Theatre et Balagan

Chronique ambulante d'un amoureux du théâtre, d'un amateur de l'Est et plus si affinités.

Le directeur de Chaillot écarté : la goujaterie au pouvoir

Publié le 02/11/2007 à 09h01

En matière de savoir vivre, la ministre de la culture, Christine Albanel, ne vaut pas mieux que son prédécesseur à ce poste, le non regretté Donnedieu de Vabres. Ce dernier avait jeté Marcel Bozonnet de la Comédie Française et Georges Lavaudant du théâtre de l’Odéon avec la politesse que l’on réserve à un Kleenex. Remerciés l’un comme l’autre. Sans grande concertation, sans un minimum de politesse ou simplement de respect.

C’est exactement ce que vient de faire l’ex patronne du château de Versailles en annonçant au directeur du théâtre de Chaillot, Ariel Goldenberg (sans l’avoir rencontré préalablement), qu’il ne serait pas renouvelé à son poste (à l’issue de son mandat qui vient à échéance en juin), quelques heures au plus avant d’annoncer le nom de ses successeurs, précisant que Chaillot allait changer de visage, délaissant le théâtre qui l’occupait depuis Jean Vilar pour se vouer à la danse. Et cela, sans annoncer la moindre porte de sortie pour l’infortuné Ariel Goldenberg.
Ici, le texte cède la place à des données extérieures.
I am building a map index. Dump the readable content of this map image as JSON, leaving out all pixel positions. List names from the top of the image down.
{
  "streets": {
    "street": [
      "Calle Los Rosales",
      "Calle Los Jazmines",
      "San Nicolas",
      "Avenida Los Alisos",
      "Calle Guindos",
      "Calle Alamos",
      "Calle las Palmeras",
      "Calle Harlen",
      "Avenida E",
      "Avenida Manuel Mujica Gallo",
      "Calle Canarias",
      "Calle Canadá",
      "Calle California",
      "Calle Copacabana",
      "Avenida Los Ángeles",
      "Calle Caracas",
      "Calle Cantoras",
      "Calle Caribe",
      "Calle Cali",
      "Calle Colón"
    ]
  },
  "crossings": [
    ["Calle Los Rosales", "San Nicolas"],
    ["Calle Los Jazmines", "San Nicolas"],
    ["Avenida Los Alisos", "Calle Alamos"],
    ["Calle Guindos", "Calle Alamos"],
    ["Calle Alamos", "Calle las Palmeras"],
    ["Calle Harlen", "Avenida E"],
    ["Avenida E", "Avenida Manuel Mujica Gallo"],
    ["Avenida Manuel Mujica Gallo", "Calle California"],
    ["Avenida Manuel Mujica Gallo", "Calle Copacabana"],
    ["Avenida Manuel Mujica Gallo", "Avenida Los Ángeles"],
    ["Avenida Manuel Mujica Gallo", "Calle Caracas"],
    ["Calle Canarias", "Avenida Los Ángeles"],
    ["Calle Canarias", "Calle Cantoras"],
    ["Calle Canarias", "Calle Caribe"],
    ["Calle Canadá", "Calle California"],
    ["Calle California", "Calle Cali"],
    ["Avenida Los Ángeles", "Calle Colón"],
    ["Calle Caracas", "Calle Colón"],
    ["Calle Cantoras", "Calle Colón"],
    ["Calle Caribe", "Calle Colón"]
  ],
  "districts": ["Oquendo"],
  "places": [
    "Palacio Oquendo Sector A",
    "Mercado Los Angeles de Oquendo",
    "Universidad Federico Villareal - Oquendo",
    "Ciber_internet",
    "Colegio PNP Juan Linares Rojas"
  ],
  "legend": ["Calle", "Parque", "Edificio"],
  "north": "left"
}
Une goujate succède à un goujat. Car comment qualifier autrement de telles façons de procéder ? Aucun directeur d’un établissement culturel n’est propriétaire de son poste et il est normal qu’un mandat renouvelé une ou deux fois venant à échéance conduise à un changement. Il est bien que Georges Lavaudant sorte prendre l’air après ses années Odéon, il est juste que Bozonnet cède la place. Il n’est donc pas anormal qu’Ariel Goldenberg quitte Chaillot après des années de bons et loyaux services, mais pas comme ça ! Cet homme dont toute la profession vante les talents, le goût, le charme et les qualités gestionnaires, ce capitaine qui a su piloter sans casse le bateau fou qu’est le monstre Chaillot, cet ami des artistes du monde entier respecté par les plus grands est là mis sur le ban de touche comme un éclopé.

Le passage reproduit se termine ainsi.